What makes proposed seismic airgun testing even more absurd is that oil drilling on the Atlantic coast is banned until at least 2017, so the use of seismic airguns is not only damaging in the short-term, it’s premature at best and catastrophic at worst, in the case of an oil spill in the long run. “We should be focusing instead on offshore wind development, which would provide more jobs and energy than offshore drilling without the risks to the environment from seismic airguns, oil spills and carbon emissions,” said Huelsenbeck.
Oceana’s campaign to stop seismic airgun testing has included “noisemaking” protests in cities on the East Coast, including one across from the Department of the Interior building in Washington, D.C. Oceana also submitted 30,000 petitions and lobbied House and Senate members to send a letter to the President opposing seismic testing in the Atlantic.
After nine months of campaigning by Oceana, the Department of the Interior decided to delay their final decision on whether Atlantic seismic testing will be allowed. This final decision was originally scheduled for December 2012, but due to strong opposition it has been pushed back to late 2013 at the earliest.

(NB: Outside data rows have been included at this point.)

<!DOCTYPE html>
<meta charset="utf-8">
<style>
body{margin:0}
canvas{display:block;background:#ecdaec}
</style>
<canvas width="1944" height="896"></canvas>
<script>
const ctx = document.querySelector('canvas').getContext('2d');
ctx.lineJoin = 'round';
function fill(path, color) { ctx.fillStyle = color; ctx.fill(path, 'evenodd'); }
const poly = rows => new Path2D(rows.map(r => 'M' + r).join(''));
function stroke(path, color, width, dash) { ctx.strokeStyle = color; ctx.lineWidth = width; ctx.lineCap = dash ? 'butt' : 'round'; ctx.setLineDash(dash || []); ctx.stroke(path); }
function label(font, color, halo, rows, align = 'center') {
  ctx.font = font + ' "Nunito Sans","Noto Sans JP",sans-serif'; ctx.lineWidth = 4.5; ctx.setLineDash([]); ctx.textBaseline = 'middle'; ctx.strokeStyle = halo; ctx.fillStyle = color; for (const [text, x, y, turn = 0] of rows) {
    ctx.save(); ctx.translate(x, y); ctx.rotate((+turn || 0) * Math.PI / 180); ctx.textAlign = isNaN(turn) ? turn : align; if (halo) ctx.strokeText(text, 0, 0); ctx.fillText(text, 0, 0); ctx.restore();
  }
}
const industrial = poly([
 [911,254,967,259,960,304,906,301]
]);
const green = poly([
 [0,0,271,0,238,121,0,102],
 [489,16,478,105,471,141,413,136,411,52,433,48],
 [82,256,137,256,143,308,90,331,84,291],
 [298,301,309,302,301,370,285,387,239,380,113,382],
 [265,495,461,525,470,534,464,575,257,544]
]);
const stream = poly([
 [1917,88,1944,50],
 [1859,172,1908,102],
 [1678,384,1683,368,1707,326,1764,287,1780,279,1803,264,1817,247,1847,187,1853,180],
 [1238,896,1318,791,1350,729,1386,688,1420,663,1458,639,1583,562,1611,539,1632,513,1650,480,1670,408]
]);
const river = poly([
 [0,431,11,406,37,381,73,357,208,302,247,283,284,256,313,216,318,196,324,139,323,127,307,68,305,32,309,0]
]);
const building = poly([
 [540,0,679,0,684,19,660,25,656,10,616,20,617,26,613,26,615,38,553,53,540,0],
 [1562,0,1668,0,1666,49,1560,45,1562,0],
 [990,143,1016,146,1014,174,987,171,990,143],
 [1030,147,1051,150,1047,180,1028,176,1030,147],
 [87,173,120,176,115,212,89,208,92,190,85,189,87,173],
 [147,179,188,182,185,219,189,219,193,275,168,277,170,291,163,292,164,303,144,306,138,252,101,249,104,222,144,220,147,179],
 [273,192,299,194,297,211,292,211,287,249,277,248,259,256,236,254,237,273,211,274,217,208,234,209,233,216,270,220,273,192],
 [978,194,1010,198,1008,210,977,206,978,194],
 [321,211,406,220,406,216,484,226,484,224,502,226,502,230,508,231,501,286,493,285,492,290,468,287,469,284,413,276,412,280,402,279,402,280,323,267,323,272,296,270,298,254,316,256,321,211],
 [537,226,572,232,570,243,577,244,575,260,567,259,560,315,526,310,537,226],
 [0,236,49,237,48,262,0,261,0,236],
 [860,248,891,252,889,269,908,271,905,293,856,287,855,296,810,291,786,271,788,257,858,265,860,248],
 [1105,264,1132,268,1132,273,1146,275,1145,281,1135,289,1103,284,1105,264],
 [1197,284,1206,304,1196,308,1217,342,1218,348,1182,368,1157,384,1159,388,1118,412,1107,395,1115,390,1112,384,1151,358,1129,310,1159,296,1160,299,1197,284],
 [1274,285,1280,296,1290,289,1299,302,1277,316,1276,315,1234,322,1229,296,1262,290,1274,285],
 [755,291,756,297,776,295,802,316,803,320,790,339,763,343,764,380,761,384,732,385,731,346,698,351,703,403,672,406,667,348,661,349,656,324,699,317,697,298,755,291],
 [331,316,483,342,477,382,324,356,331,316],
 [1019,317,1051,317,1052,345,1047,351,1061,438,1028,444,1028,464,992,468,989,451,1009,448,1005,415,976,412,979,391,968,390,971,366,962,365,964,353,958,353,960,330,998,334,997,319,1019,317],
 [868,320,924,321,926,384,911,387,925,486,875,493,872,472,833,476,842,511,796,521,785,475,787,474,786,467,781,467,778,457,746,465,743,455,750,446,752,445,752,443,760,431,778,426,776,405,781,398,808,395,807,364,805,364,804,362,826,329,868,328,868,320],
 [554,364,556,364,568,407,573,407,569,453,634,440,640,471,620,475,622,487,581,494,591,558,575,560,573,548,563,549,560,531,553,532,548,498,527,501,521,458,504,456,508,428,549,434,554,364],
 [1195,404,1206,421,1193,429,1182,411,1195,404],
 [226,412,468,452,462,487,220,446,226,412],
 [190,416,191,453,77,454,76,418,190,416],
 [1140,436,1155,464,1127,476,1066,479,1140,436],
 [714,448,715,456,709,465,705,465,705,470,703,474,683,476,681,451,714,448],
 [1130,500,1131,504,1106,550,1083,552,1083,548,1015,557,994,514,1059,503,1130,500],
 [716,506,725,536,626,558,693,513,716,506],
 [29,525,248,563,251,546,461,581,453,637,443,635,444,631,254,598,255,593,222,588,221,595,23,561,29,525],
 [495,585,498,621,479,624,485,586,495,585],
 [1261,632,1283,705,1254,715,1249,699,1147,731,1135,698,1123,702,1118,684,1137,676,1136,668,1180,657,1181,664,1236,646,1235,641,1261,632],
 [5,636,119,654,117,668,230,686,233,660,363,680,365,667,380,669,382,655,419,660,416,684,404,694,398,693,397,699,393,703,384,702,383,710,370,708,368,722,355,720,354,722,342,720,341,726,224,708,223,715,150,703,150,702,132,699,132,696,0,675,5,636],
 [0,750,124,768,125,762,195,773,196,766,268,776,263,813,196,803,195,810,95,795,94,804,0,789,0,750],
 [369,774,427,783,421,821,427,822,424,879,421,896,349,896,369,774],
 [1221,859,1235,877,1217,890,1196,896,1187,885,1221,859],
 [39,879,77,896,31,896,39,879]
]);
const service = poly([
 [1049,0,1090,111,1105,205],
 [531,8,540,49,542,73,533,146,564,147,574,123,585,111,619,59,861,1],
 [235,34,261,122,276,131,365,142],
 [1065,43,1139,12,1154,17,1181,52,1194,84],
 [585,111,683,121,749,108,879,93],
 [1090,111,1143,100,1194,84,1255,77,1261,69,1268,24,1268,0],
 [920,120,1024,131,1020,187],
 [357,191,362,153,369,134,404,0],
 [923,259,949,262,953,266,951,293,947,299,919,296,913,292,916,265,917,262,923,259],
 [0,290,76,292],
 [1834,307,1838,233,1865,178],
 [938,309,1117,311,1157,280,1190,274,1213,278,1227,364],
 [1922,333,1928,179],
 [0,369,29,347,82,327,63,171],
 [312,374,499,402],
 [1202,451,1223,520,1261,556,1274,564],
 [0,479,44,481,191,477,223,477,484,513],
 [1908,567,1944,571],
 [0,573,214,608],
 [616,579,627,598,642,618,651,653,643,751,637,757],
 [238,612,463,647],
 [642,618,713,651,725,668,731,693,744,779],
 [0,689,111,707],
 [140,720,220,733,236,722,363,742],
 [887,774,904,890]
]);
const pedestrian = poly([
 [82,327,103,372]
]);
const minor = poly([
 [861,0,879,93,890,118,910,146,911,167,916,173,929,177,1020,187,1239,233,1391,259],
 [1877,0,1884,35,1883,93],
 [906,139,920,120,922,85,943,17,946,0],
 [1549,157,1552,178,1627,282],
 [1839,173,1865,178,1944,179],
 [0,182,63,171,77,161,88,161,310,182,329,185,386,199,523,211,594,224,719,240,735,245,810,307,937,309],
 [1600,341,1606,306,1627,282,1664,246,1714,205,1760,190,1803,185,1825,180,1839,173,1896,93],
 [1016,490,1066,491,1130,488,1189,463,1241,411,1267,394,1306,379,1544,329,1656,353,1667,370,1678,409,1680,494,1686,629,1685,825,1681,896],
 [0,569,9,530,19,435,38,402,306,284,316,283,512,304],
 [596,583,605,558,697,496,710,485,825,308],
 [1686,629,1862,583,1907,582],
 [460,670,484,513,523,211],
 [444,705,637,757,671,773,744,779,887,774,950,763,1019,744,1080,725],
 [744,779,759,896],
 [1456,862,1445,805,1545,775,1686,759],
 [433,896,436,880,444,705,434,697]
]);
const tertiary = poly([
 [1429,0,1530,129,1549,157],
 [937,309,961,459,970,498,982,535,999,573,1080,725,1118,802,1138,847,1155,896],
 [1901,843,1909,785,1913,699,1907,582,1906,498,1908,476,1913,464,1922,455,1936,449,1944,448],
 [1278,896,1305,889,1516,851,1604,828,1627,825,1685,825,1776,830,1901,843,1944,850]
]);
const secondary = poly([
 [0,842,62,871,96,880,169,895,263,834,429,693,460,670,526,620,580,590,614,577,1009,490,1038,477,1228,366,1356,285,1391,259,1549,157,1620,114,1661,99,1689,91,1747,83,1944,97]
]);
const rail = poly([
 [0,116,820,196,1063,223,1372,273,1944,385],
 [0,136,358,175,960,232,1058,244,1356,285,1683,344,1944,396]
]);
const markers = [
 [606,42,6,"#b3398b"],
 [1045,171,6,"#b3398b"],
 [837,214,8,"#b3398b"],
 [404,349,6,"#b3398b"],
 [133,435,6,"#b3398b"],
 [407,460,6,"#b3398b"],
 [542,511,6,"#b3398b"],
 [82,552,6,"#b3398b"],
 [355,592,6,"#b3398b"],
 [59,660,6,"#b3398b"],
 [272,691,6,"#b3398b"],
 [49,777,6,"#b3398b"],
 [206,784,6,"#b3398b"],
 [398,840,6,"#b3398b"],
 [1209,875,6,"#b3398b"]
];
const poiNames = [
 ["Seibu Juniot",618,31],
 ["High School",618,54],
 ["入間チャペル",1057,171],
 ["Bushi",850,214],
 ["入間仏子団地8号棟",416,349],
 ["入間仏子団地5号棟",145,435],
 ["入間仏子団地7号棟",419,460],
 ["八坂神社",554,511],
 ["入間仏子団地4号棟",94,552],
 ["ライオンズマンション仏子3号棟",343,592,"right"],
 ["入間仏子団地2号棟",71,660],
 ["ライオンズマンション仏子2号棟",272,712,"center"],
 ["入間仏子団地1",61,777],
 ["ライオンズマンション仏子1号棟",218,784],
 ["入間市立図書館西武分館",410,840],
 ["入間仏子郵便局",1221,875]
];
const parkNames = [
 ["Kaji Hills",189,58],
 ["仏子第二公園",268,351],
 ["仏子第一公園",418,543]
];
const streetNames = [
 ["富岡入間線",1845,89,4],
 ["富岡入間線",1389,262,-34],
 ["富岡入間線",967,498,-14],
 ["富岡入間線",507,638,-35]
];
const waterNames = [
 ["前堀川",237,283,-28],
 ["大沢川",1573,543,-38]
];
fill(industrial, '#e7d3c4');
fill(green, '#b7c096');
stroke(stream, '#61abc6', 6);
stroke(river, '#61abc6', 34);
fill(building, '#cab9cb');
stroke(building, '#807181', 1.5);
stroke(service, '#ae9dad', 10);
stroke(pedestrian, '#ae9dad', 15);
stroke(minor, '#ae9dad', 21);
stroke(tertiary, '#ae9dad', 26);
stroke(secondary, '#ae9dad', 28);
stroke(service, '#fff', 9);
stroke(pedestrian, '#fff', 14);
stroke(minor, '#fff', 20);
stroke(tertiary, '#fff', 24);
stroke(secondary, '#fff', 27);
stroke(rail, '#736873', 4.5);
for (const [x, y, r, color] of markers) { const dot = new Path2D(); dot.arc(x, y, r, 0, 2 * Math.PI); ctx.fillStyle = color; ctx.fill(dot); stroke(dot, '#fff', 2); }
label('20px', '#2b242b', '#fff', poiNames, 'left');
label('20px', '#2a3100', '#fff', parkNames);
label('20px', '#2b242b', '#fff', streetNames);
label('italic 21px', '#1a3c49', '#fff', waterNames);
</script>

The Atlantic isn’t the only ocean in the crosshairs. Conservationists scored a victory in November when the California Coastal Commission rejected a proposal by Pacific Gas and Electric to conduct seismic airgun testing in the ocean surrounding the Diablo Canyon Power Plant near Morro Bay, CA, citing the unacceptable harm to marine life. The proposal faced massive opposition from a wide coalition, including Oceana and commercial and recreational fishermen.
Oceana will continue to push back against seismic testing in the Atlantic in order to keep whales and dolphins safe, and to steer clear of offshore drilling.